Biostatistics' Diamond Jubilee
The Department of Biostatistics at the Mailman School of Public Health celebrated its 75th Anniversary with an afternoon of festivities at Bard Hall on April 24. It was a time to celebrate, honor, and reflect on the Department’s achievements in the field, leadership through the years, and significant potential for the future. In addition to luminaries from the Mailman School and the Department of Statistics, faculty, alumni, students, and staff were on hand to mark the occasion.
“This is an exciting moment for this department and for biostatistics as a field,” said Chair DuBois Bowman. “From big data to personalized medicine: biostatistics provides a set of tools along with a unique framework for critical thinking to extract meaning from data and help guide decisions.” In his welcoming remarks, Bowman commented on the Department ‘s rich history of landmark studies, textbooks, and statistical innovations. Founded in 1940, the Department of Biostatistics, one of the country’s first, preceded the University’s Department of Statistics by six years and has been home to future University leaders, including Melissa Begg, now Vice Provost of Education.
Begg, who is a professor of Biostatistics, reflected on how she has been a Department faculty member for a third of its history by offering some departmental stats. Today, there are nearly 40 members of the faculty, several of whom have been recognized for teaching excellence; there are now five degree programs, summer pipeline programs for undergraduates, and more than 100 graduate students. At the Mailman School, the Department of Biostatistics also has one of the highest rated departments for teaching.
According to Bruce Levin, professor and past chair of Biostatistics, biostatistics is “not just about mathematics—it’s the people.” Early in his career, Levin learned that biostatisticians can save lives. This point was demonstrated by John William Fertig, the School’s first head of Biostatistics, in a series of studies that helped clinicians calibrate the concentration of oxygen needed to treat premature infants—sufficient to save their lives but low enough to prevent blindness from a condition known as retrolental fibroplasia caused by too much oxygen.

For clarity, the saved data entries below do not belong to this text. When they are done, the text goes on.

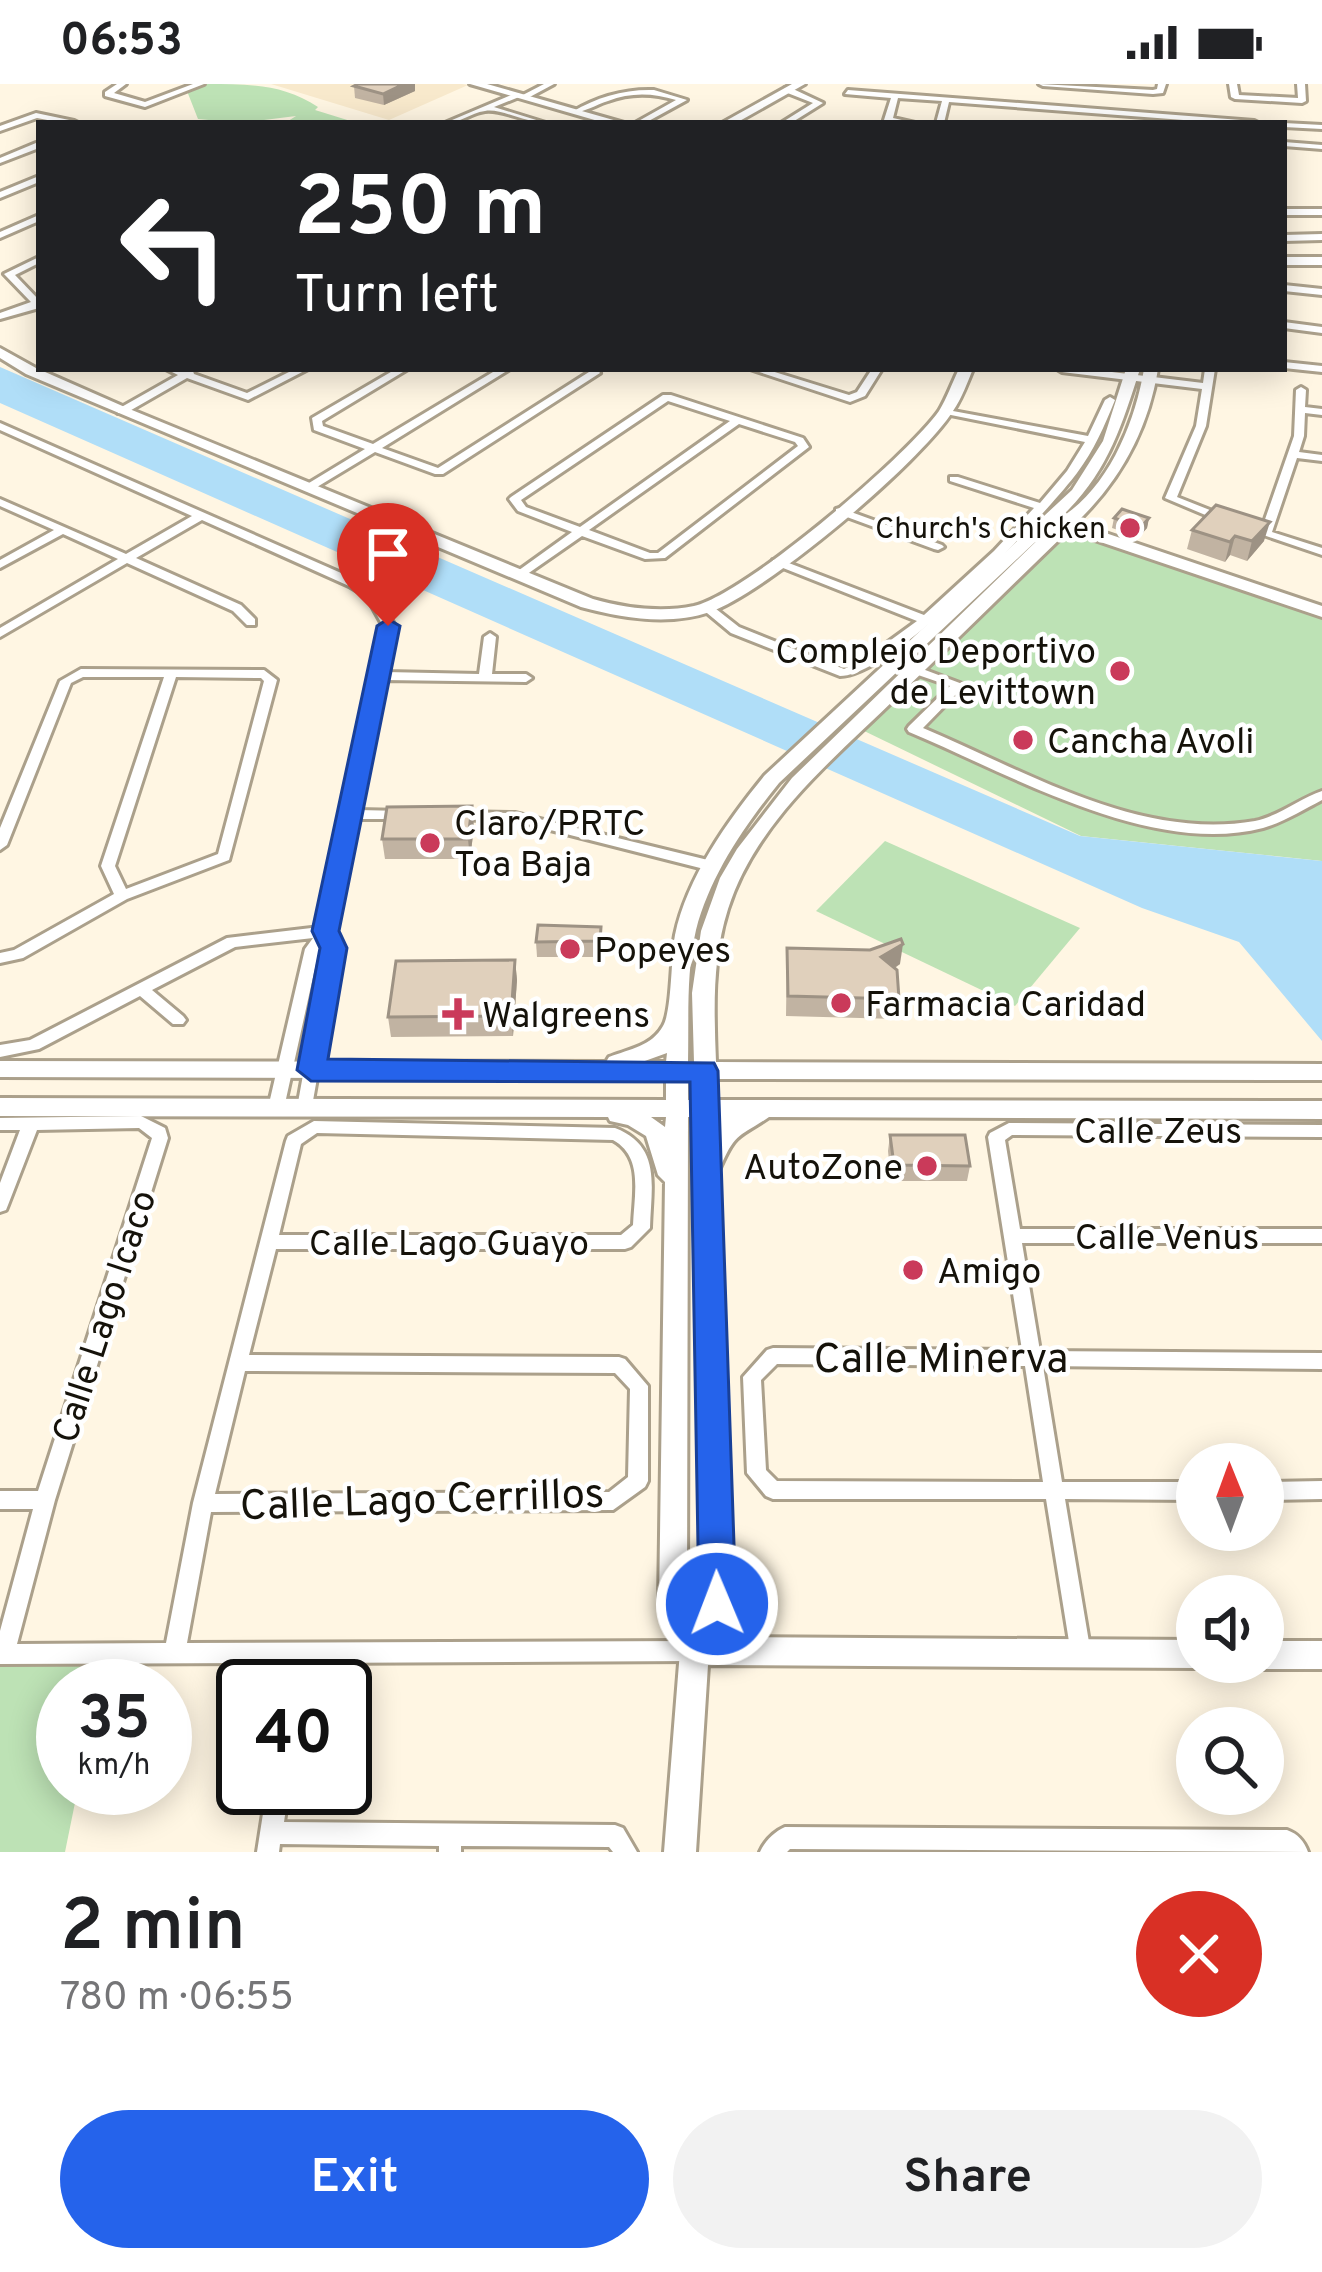 <!DOCTYPE html>
<html lang="en">
<head>
<meta charset="utf-8">
<style>
  body { margin:0; font-family:Overpass,sans-serif; background:#f2f2f2; color:#202124; height:100vh; display:flex; flex-direction:column; font-size:45px; white-space:nowrap }
  * { box-sizing:border-box; margin:0 }
  p { font-size:39px; color:#757577 }
  .icon { flex:none; width:66px; height:66px; fill:none; stroke:currentColor; stroke-width:2; stroke-linecap:round; stroke-linejoin:round }
  .map { position:relative; height:1768px; overflow:hidden }
  .side { display:flex; flex-direction:column; background:#fff; flex:1 }
  .side>* { flex:none }
  .top-card { position:absolute; left:36px; top:36px; width:1251px; height:252px; border-radius:0px; box-shadow:0 6px 30px #0003; background:#202124; color:#fff; overflow:hidden }
  .needle { width:78px; rotate:359deg }
  .tools { position:absolute; left:1176px; top:1359px; display:grid; gap:24px }
  .tools a { display:grid; place-items:center; width:108px; height:108px; border-radius:50%; background:#fff; box-shadow:0 6px 30px #0003; font-size:60px }
  .speed { position:absolute; left:36px; top:1575px; display:flex; gap:24px; font-size:60px; font-weight:700; text-align:center }
  .speed>* { display:grid; place-content:center; width:156px; height:156px; border-radius:50%; background:#fff; box-shadow:0 6px 30px #0003; line-height:1 }
  .speed small { font-size:30px; font-weight:400 }
  .speed .limit { border:6px solid #111; border-radius:18px; background:#fff; color:#111 }
  .pin { position:absolute; display:grid; place-items:center; width:102px; height:102px; color:#fff; margin:-123px -51px; border-radius:50% 50% 50% 0; rotate:-45deg; box-shadow:0 0 12px #0007 }
  .pin .icon { rotate:45deg }
  .me { position:absolute; width:132px; margin:-66px; rotate:359deg; stroke-linejoin:round; filter:drop-shadow(0 0 9px #0008) }
  .turn { display:flex; align-items:center; gap:42px; height:252px; padding:0 60px; font-size:54px }
  .turn .icon { width:156px; height:156px; stroke-width:2.5 }
  .turn b { display:block; font-size:84px; line-height:102px }
  .round { display:grid; place-items:center; flex:none; width:126px; height:126px; border-radius:63px; background:#f2f2f2 }
  .summary { display:flex; align-items:center; justify-content:space-between; height:204px; padding:0 60px }
  h1 { font-size:72px; font-weight:600; line-height:90px }
  .primary-button { display:flex; gap:24px; margin-top:auto; padding:24px 60px }
  .primary-button a { flex:1; height:138px; border-radius:72px; background:#2563eb; color:#fff; font-size:48px; font-weight:600; line-height:138px; text-align:center }
  .primary-button a+a { background:#f2f2f2; color:#202124 }
  .status { display:flex; justify-content:space-between; align-items:center; height:84px; padding:0 60px; background:#fff; direction:ltr }
  .status svg { height:33px; fill:currentColor }
  .map>svg:first-child { display:block }
  .built { fill:#f8e9cc }
  .green { fill:#bde2b5 }
  .water { fill:#b0def8 }
  .lines { fill:none; stroke-linecap:round; stroke-linejoin:round }
  .street-casing { stroke:#aba08b; stroke-width:6 }
  .secondary-casing { stroke:#aba08b; stroke-width:6 }
  .street { fill:#fff; fill-rule:evenodd }
  .secondary { fill:#fff; fill-rule:evenodd }
  .wall { fill:#c1b3a2 }
  .shaded-wall { fill:#9d9284 }
  .building { fill:#e0d0bc; stroke:#9d9284; stroke-width:3 }
  .route { fill:#2563eb; stroke:#184099; stroke-width:3 }
  .poi-dot { fill:#ca3a5a; stroke:#fff; stroke-width:4.5 }
  .labels { text-anchor:middle; stroke-width:9; stroke-linejoin:round; paint-order:stroke }
  .far-poi-label { font-size:30px; fill:#15120a; stroke:#fff; text-anchor:end }
  .poi-label { font-size:36px; fill:#15120a; stroke:#fff; text-anchor:start }
  .street-label { font-size:36px; fill:#15120a; stroke:#fff }
  .near-street-label { font-size:42px; fill:#15120a; stroke:#fff }
</style>
</head>
<body>
<div class="status"><b>06:53</b><svg viewBox="0 0 49 12"><path d="M0 12V9h3v3zM5 12V6h3v6zM10 12V3h3v9zM15 12V0h3v12zM26 1h20v11H26zM47 4h2v5h-2z"/></svg></div>
<div class="map">
<svg width="1322" height="1768" viewBox="0 0 1322 1768">
  <rect width="100%" height="100%" fill="#fff6e3"/>
  <path class="built" d="M271,0H462L468,1L389,36Z"/>
  <g class="green">
    <path d="M207,0C249,0 284,0 318,23L315,26L357,39H285L296,32L241,39L198,35L187,7Z"/>
    <path d="M1066,451L1094,455L1322,530V777L1081,752L858,644L1055,456Z"/>
    <path d="M885,757L1080,844L1015,922L816,827Z"/>
    <path d="M0,1579H106L101,1602H63V1704H78L65,1768H0Z"/>
  </g>
  <path class="water" d="M0,283L1080,752L1322,777V957L1239,858L1142,824L0,319Z"/>
  <g class="lines">
    <defs>
      <g id="street">
        <path d="M117,0H126L114,9L145,18L193,0H204L145,23L105,12V8Z"/>
        <path d="M544,0H554L526,15L519,13Z"/>
        <path d="M1039,0L1153,6L1157,5L1158,0H1166L1163,9L1153,10L1043,2Z"/>
        <path d="M1229,0H1237L1239,11L1298,14L1297,0H1305L1306,17L1302,19L1235,15L1231,13Z"/>
        <path d="M785,4H791L823,19L791,39H781L813,19L785,8Z"/>
        <path d="M654,6L687,16L645,39H635L676,16C653,9 631,8 608,17C595,21 584,29 572,28C597,13 625,5 654,6Z"/>
        <path d="M848,6L1254,37L1258,39H1223L949,18L944,39H936L942,17L898,14L893,34L915,39H893L884,36L891,14L845,10Z"/>
        <path d="M516,9L519,13L494,23L546,39C526,39 501,24 485,27C470,29 461,39 445,39Z"/>
        <path d="M36,29L74,37L78,39H63L37,34L0,47V42Z"/>
        <path d="M1282,39H1284L1322,41V45L1284,43Z"/>
        <path d="M1284,58L1322,61V65L1284,62Z"/>
        <path d="M36,59H39V64L0,79V74Z"/>
        <path d="M39,92V98L0,114V108Z"/>
        <rect x="1284" y="125" width="38" height="6"/>
        <path d="M39,131V137L0,154V148Z"/>
        <path d="M1322,150V156L1284,157V151Z"/>
        <path d="M39,173V179L15,191L39,216V224L0,235V229L31,218L4,190Z"/>
        <path d="M1284,201L1322,205V211L1284,207Z"/>
        <path d="M1284,238L1322,243V249L1284,244Z"/>
        <path d="M1284,278L1322,282V288L1284,284Z"/>
        <path d="M166,285L193,287L194,290L247,309L295,285H308L248,316L187,294L126,329H118V325L178,291Z"/>
        <path d="M396,285H408L322,337L323,342L373,360L498,285H510L382,364L438,384L589,288L587,285H597L600,289L443,390H435L375,368L312,406H304V402L365,365L314,346L312,334Z"/>
        <path d="M750,285H765L849,311L857,308L872,285H882L865,312L850,318Z"/>
        <path d="M1057,285H1087L1203,299L1205,285H1215L1206,342L1177,413L1230,434V438H1222L1165,414L1196,342L1202,305L1062,288Z"/>
        <path d="M1301,303L1306,306L1305,323L1322,325V331L1305,329L1304,352L1299,368L1322,371V377L1297,374L1272,448L1322,464V471L1243,444L1249,441L1262,444L1294,352L1296,306Z"/>
        <path d="M663,311H671L803,354L809,363L665,474L645,475L582,452L523,493H515V489L572,448L518,427L509,415L511,413ZM668,317L730,337L580,443L526,423L521,416ZM739,340L795,358L798,362L658,469H650L589,446Z"/>
        <path d="M1110,313L1115,316C1104,343 1094,366 1077,389C1042,435 894,591 840,592L731,549L701,524L707,520L711,521L739,543L844,585L862,577L917,537L773,480V476H781L924,531L994,467L1034,424L950,397V393H958L1040,419L1067,387L1085,358L946,330L941,327L942,325L1088,352L1105,316Z"/>
        <path d="M0,339L357,496L376,508L395,542L386,588L479,590L484,553L490,549L496,553L492,590H526L532,594L526,598L384,596L358,726L403,727L410,731L403,735H356L333,847L340,864L311,1028H299L297,1024L326,864L324,860L319,866L284,1024L282,1028H270L268,1024L305,865L313,854L235,863L152,906L183,932L186,936L183,940H173L140,912L39,965L0,973V961L30,956L227,854L320,843L383,542L367,513L349,502L202,436L136,474L241,521L255,535V541H247L233,527L127,479L0,553V544L118,475L63,450L0,484V476L54,446L0,422V415L126,470L192,432L0,346Z"/>
        <path d="M840,424L942,461L944,463L938,466L934,465L836,429V425Z"/>
        <path d="M896,575L965,601L923,644C1026,687 1139,757 1255,737C1279,732 1299,715 1322,707V716C1303,726 1284,738 1263,744C1151,773 1010,690 909,648L907,645L909,642L950,602L892,582L890,579Z"/>
        <path d="M81,585L264,586L277,596L229,776L127,815L23,874L0,879V869L14,866L114,810L101,782L164,593H83L71,599L7,761L0,766V744L60,597ZM176,593L261,594L264,597L218,770L126,805L115,782Z"/>
        <path d="M457,728L515,729L712,777L719,782L712,787L515,737L452,735L450,732L452,729Z"/>
        <path d="M141,1032L165,1044L168,1054L55,1416L17,1560L166,1559L193,1419L286,1057L288,1052L314,1037L615,1044C662,1062 651,1103 650,1144L631,1163L625,1165H276L249,1271L619,1273L625,1275L648,1302V1397L645,1403L613,1426L211,1428L187,1559L694,1557L701,1560L704,1567L701,1574L694,1577L306,1579L303,1602H283L286,1579L0,1580V1547L33,1425H0V1407H38L152,1054L139,1044L37,1046L8,1121L6,1126L0,1128V1099L20,1046H0V1034ZM317,1049L613,1056C644,1073 634,1111 633,1141L621,1151H279L301,1060ZM245,1287L615,1289L630,1305L628,1393L609,1408L215,1410Z"/>
        <path d="M1009,1039L1322,1041V1053L1012,1051L1005,1056L1020,1145H1322V1159H1022L1040,1267L1322,1269V1285L1043,1282L1062,1398H1197V1416L1065,1415L1091,1570L1088,1577L1081,1580L1074,1577L1071,1570L1046,1415H773L766,1412L747,1389L743,1293L767,1266L773,1264L1022,1266L988,1053L990,1049ZM777,1280L1025,1282L1043,1398L777,1397L766,1386L761,1296Z"/>
        <path d="M1322,1397V1415L1263,1416V1398Z"/>
        <path d="M267,1704H289L284,1738L615,1741L623,1744L637,1768H613L609,1763L461,1762V1768H439V1762L280,1760L279,1768H257Z"/>
        <path d="M785,1743L1287,1746C1298,1750 1304,1757 1308,1768L790,1765L787,1768H760C765,1757 774,1748 785,1743Z"/>
      </g>
      <g id="secondary">
        <path d="M470,0H487L624,39H605Z"/>
        <path d="M792,0H805L736,39H722Z"/>
        <rect x="1284" y="173" width="38" height="8"/>
        <path d="M0,264L36,284L127,324L593,515C625,524 661,529 694,522C747,509 906,373 939,327C947,314 952,299 959,285H973C967,299 962,314 953,327C920,379 767,508 710,528C668,542 622,534 581,523L26,290L0,274Z"/>
        <path d="M1126,285H1140C1121,344 1107,390 1060,434C1108,405 1135,339 1144,285H1158C1148,346 1120,397 1076,439L1322,522V533L1068,447C1011,502 954,558 897,613C834,675 756,737 728,825C712,875 714,926 716,978L1322,980V996L716,995L717,1016L1322,1017V1035L769,1033C737,1055 736,1047 719,1086L731,1520L716,1553L1197,1556V1578H1208L1197,1584L708,1581L696,1768H664L680,1567L659,1521L665,1098L658,1091L646,1052L628,1041L610,1037L608,1033L0,1032V1014L666,1016V995L0,993V977L606,978L609,973C630,965 652,962 663,942C672,927 671,872 675,851C687,793 729,735 765,691L1072,406L1103,357ZM1052,442L792,694L737,765L720,794L701,847L692,909L694,978H688C689,935 686,889 696,846C710,792 744,742 779,699ZM667,969L666,978H642ZM688,995H694V1016H688ZM651,1033H666L665,1043ZM688,1033H694L703,1519L694,1536L687,1520Z"/>
        <path d="M1263,1557H1322V1585H1263L1253,1581L1251,1578H1263Z"/>
      </g>
    </defs>
    <use href="#street" class="street-casing"/>
    <use href="#secondary" class="secondary-casing"/>
    <use href="#street" class="street"/>
    <use href="#secondary" class="secondary"/>
  </g>
  <g class="wall">
    <path d="M358,0H415V7L384,21L355,14L354,2Z"/>
    <path d="M1114,434H1149L1147,444L1139,453L1112,444Z"/>
    <path d="M1192,446L1264,457L1247,477L1230,471L1225,478L1187,465Z"/>
    <path d="M474,743L470,775H385L382,755Z"/>
    <path d="M536,858H602L601,873H537Z"/>
    <path d="M787,864L900,880L895,884L899,915L897,935L786,932Z"/>
    <path d="M515,876L517,896L513,952L391,953L388,933Z"/>
    <path d="M890,1051L970,1082L967,1097H891L888,1067Z"/>
  </g>
  <g class="shaded-wall">
    <path d="M404,0H415V7L384,21L383,10Z"/>
    <path d="M1149,434L1147,444L1139,453L1141,443Z"/>
    <path d="M1270,438L1264,457L1247,477L1252,457Z"/>
    <path d="M1235,452L1230,471L1225,478L1230,458Z"/>
    <path d="M472,722L474,743L470,775L468,755Z"/>
    <path d="M903,860L900,880L878,894L881,873Z"/>
    <path d="M515,876L517,896L513,952L511,932Z"/>
  </g>
  <g class="building">
    <path d="M358,0H404L383,10L354,2Z"/>
    <path d="M1216,421L1270,438L1252,457L1235,452L1230,458L1192,446Z"/>
    <path d="M1122,425L1149,434L1141,443L1114,434Z"/>
    <path d="M472,722L468,755H382L387,723Z"/>
    <path d="M538,841L601,843L600,857L536,858Z"/>
    <path d="M901,855L903,860L881,873L897,886L899,915L788,912L787,864L870,866Z"/>
    <path d="M515,876L511,932L388,933L396,877Z"/>
    <path d="M890,1051H965L970,1082L894,1081Z"/>
  </g>
  <path class="route" d="M388,535L400,542L339,847L347,864L328,975L714,979L718,987L736,1520L730,1533L717,1538L704,1533L699,1520L690,998L311,997L297,986L320,864L312,847L377,542Z"/>
  <g class="poi-dot">
    <circle cx="1130" cy="444" r="12"/>
    <circle cx="1120" cy="587" r="12"/>
    <circle cx="1023" cy="656" r="12"/>
    <circle cx="430" cy="759" r="12"/>
    <circle cx="570" cy="865" r="12"/>
    <circle cx="841" cy="919" r="12"/>
    <path d="M452 912h12v12h12v12h-12v12h-12v-12h-12v-12h12z"/>
    <circle cx="927" cy="1082" r="12"/>
    <circle cx="913" cy="1186" r="12"/>
  </g>
  <g class="labels">
    <g class="far-poi-label">
      <text x="1106" y="454">Church's Chicken</text>
    </g>
    <g class="poi-label">
      <text x="1096" y="579" text-anchor="end">Complejo Deportivo<tspan x="1096" dy="41">de Levittown</tspan></text>
      <text x="1047" y="669">Cancha Avoli</text>
      <text x="454" y="751">Claro/PRTC<tspan x="454" dy="41">Toa Baja</tspan></text>
      <text x="594" y="878">Popeyes</text>
      <text x="865" y="932">Farmacia Caridad</text>
      <text x="482" y="943">Walgreens</text>
      <text x="903" y="1095" text-anchor="end">AutoZone</text>
      <text x="937" y="1199">Amigo</text>
    </g>
    <g class="street-label">
      <text x="1158" y="1059">Calle Zeus</text>
      <text x="1167" y="1165">Calle Venus</text>
      <text x="449" y="1171">Calle Lago Guayo</text>
      <text transform="translate(103 1232) rotate(-72)" y="13">Calle Lago Icaco</text>
    </g>
    <g class="near-street-label">
      <text x="941" y="1288">Calle Minerva</text>
      <text transform="translate(422 1414) rotate(-2)" y="15">Calle Lago Cerrillos</text>
    </g>
  </g>
</svg>
<div class="tools">
<a><svg class="needle" viewBox="-14 -14 28 28"><path d="M0-13l5 13h-10z" fill="#e53935"/><path d="M0 13l5-13h-10z" fill="#757577"/></svg></a>
<a><svg class="icon" aria-label="sound" viewBox="0 0 24 24"><path d="M4 9h4l5-4v14l-5-4H4zM17 9q2 3 0 6"/></svg></a>
<a><svg class="icon" aria-label="search" viewBox="0 0 24 24"><circle cx="10" cy="10" r="6"/><path d="M15 15l6 6"/></svg></a>
</div>
<div class="speed"><div>35<small>km/h</small></div><div class="limit">40</div></div>
<div class="pin" style="left:388px;top:542px;background:#d93025"><svg class="icon" aria-label="arrive" viewBox="0 0 24 24"><path d="M6 21V4h12l-3 4 3 4H6"/></svg></div>
<svg class="me" style="left:717px;top:1520px" viewBox="-20 -20 40 40"><circle r="17" fill="#2563eb" stroke="#fff" stroke-width="3"/><path d="M0-11L8 9 0 5-8 9z" fill="#fff"/></svg>
<div class="top-card">
<div class="turn"><svg class="icon" aria-label="left" viewBox="0 0 24 24"><path d="M17 20v-9H6M10 6l-5 5 5 5"/></svg><div><b>250 m</b>Turn left</div></div>
</div>
</div>
<section class="side">
<div class="summary"><div><h1>2 min</h1><p>780 m · 06:55</p></div><a class="round" style="background:#d93025;color:#fff"><svg class="icon" aria-label="close" viewBox="0 0 24 24"><path d="M6 6l12 12M18 6L6 18"/></svg></a></div>
<div class="primary-button"><a>Exit</a><a>Share</a></div>
</section>
</body>
</html>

Over the years, the way the world thinks of biostatistics has evolved, said Begg, from “kind of weird” to “the sexiest job of the 21st Century”—the latter assessment courtesy of the New York Times and Harvard Business Review. Big data, a topic covered in a keynote speech by Thomas A. Louis, professor of Biostatistics at Johns Hopkins Bloomberg School of Public Health, has captured the imagination of the public and academia, and biostatistics is poised to lead in burgeoning areas like genomics and precision medicine. “By its very nature, biostatistics is interdisciplinary,” noted Levin.
Biostatistics also plays an increasingly important role within the Mailman School, notably in efforts to find private sources to fund research. According to Roger Vaughan, professor and past interim chair of Biostatistics and current Vice Dean for Academic Advancement, “As we engage with our industry partners, one of the things they continue to highly value is Biostatistics.”
“No school of public health can be a great school without a great biostatistics department,” said Dean Linda P. Fried. “At Columbia, the department of biostatistics is truly essential to the wonderful successes that the Mailman School has achieved over the years.”
The day concluded with faculty research presentations, student practicum projects, and the Distinguished Alumni Award, presented to Petra Kaufmann, a graduate from 2002 who is currently director of the Division of Clinical Innovation with the National Center for Advancing Translational Sciences at the National Institutes of Health.